I remember the first time I laid eyes on you. I swear it caused an electric reaction within me. I wish I could pinpoint one specific thing about you that drove me wild, but just your presence felt like being thrown into rapid white water. I tried to ignore you, I tried to behave. Each time you caught my eye I had to physically force myself not to physically force myself onto you. You appeared to be alone. I was not. I was with my mom, but I didn’t care, and it didn’t matter. I’d already told her about the internal war I was waging.
“Okay, that’s it.” I finally muttered after 30 minutes. The tone in my voice made it obvious that I had lost in the battle of trying to ignore you and try to behave. This was her Mother’s Day gift, and for some reason, I was treating it like a fucking bachelorette party. Sorry, Mom.
I jumped down the stairs and couldn’t stop moving until I was immediately in front of you.
“Hey!” I called out, even though we’d been smiling at each other since I was halfway down the stairs.
“Hey!” you repeated back to me, maintaining the same flawless smile I would spend the summer lost in.
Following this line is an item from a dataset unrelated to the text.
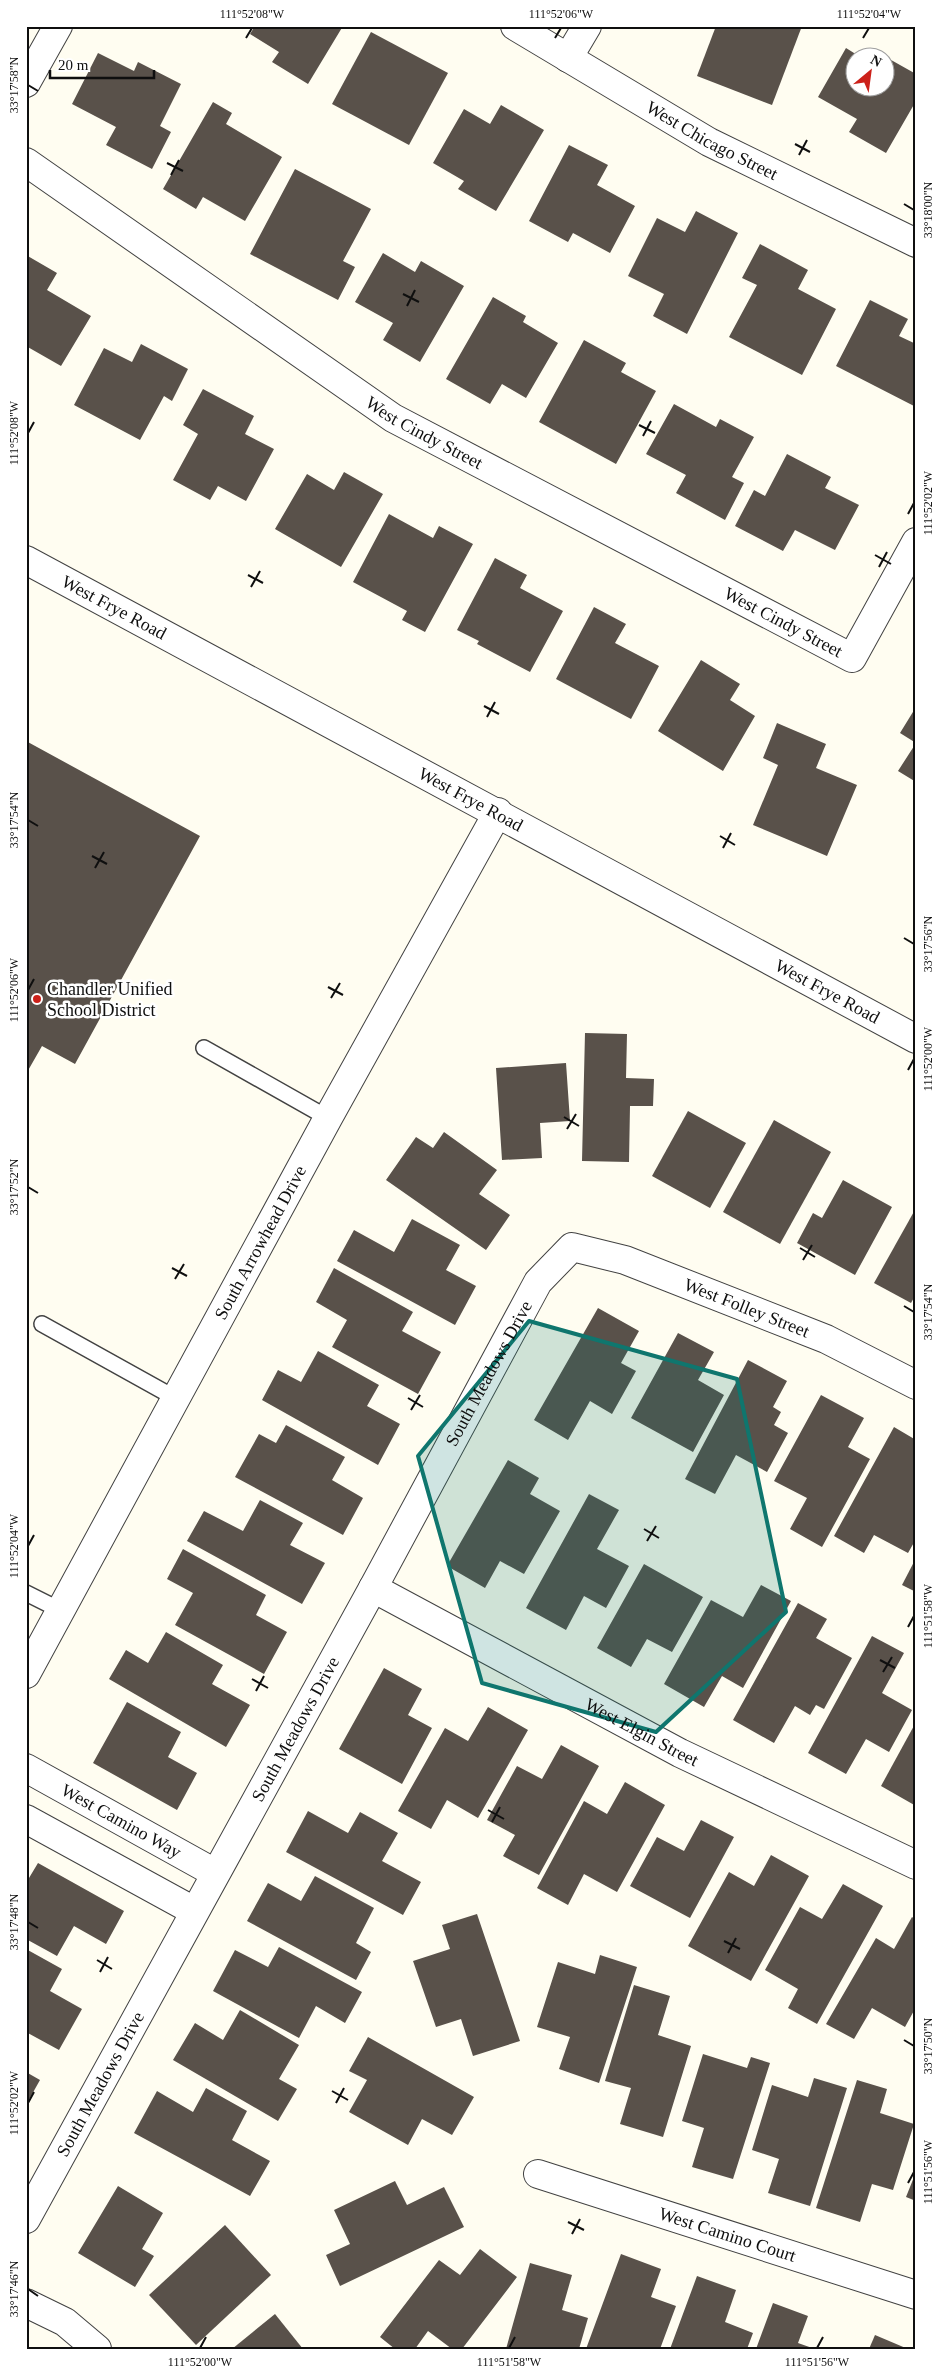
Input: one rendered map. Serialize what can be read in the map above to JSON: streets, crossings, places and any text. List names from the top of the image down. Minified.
{"streets":{"street":["West Chicago Street","West Cindy Street","West Frye Road","South Arrowhead Drive","West Folley Street","South Meadows Drive","West Elgin Street","West Camino Way","West Camino Court"]},"crossings":[["West Frye Road","South Arrowhead Drive"],["West Folley Street","South Meadows Drive"],["South Meadows Drive","West Elgin Street"],["South Meadows Drive","West Camino Way"]],"places":["Chandler Unified School District"],"scale_bar":"20 m","north":"top right","coordinates":["111°52'08\"W","111°52'06\"W","111°52'04\"W","33°17'58\"N","33°18'00\"N","111°52'02\"W","33°17'54\"N","33°17'56\"N","111°52'00\"W","33°17'52\"N","111°51'58\"W","33°17'48\"N","33°17'50\"N","111°51'56\"W","33°17'46\"N"]}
“Are you here with someone?” I held my breath for the answer I wanted.
I don’t know why I gave a shit what he responded with; I was already breaking all the rules I had at home.
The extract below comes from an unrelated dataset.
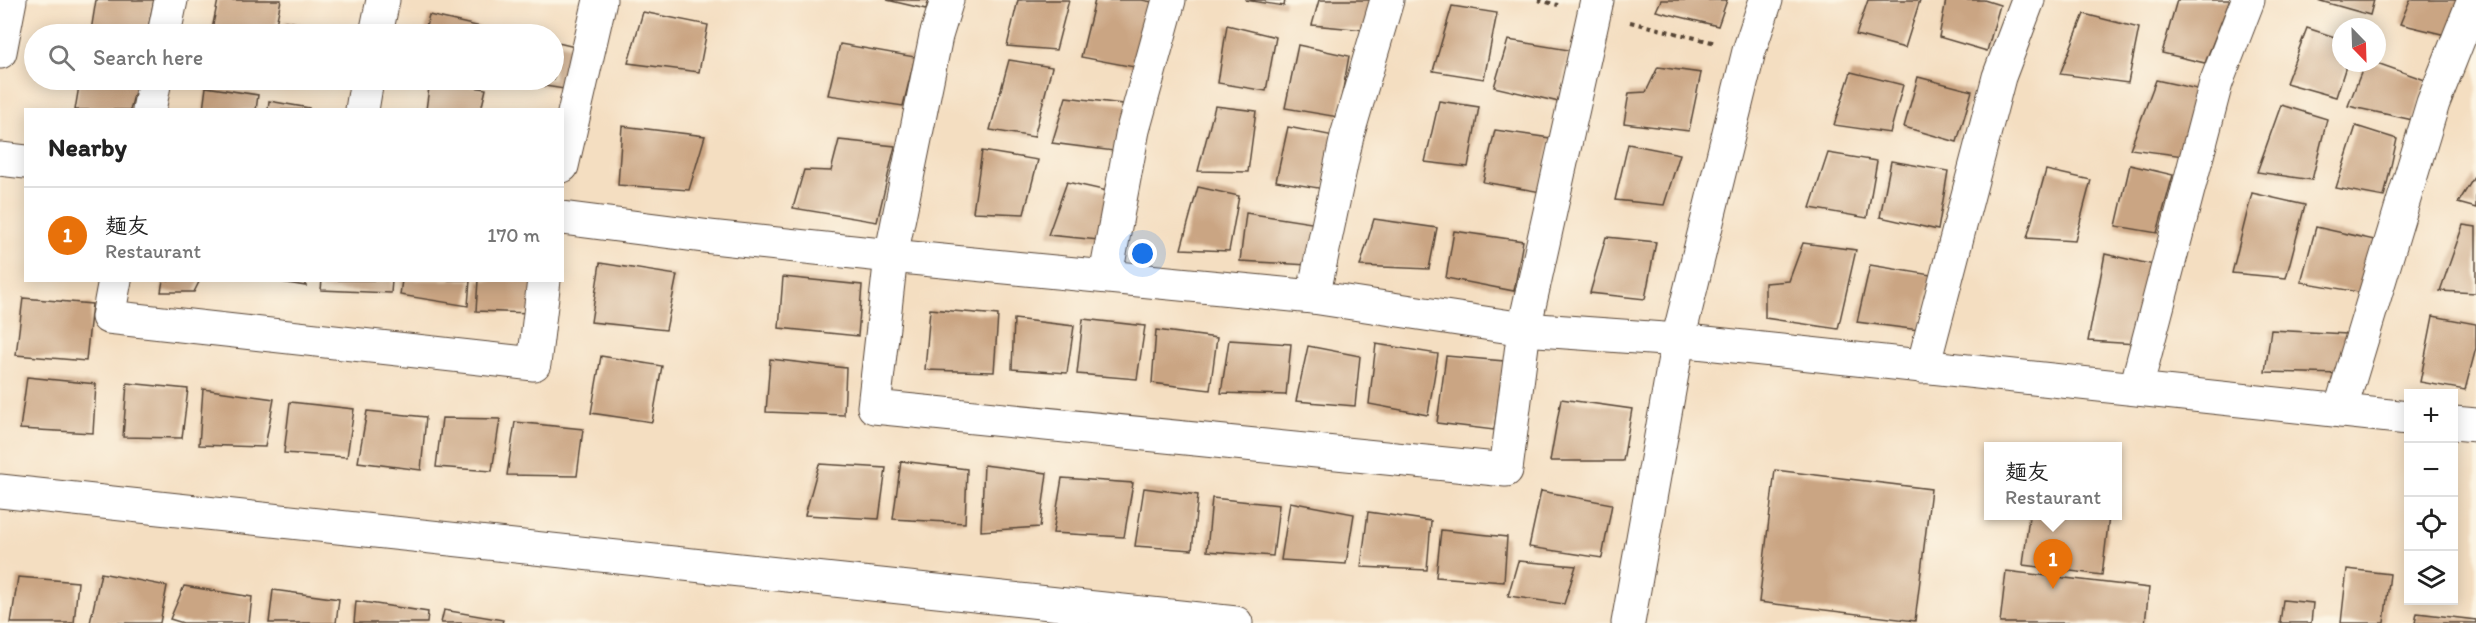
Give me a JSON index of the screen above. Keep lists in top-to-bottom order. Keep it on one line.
{"north":"bottom right","page":{"search":"Search here","heading":"Nearby","list":[{"mark":"1","name":"麺友","note":"Restaurant","value":"170 m"}],"map_buttons":["+","−"],"popup":["麺友","Restaurant"],"pins":"1"}}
You leaned in closer to me, and I could feel the warmth of your breath at the top of my ear. Your voice was raised just barely over that of the opening band on stage: “I’m not here with anyone.”
Then you took a step back and gave me another smile. Waiting for me to take my next turn.
I thought about the view my mom had: She was undoubtedly watching all of this unfold from the upstairs bar I had just abruptly abandoned her at.
“Okay,” I pressed further, “are you married?”
You put the back of your left hand between us to display a bare ring finger. “Divorced three months.”
Now what? I taunted myself. What’s your game plan now? What’s your end goal?
“Okay.” I dared myself, “Can I give you my number then?”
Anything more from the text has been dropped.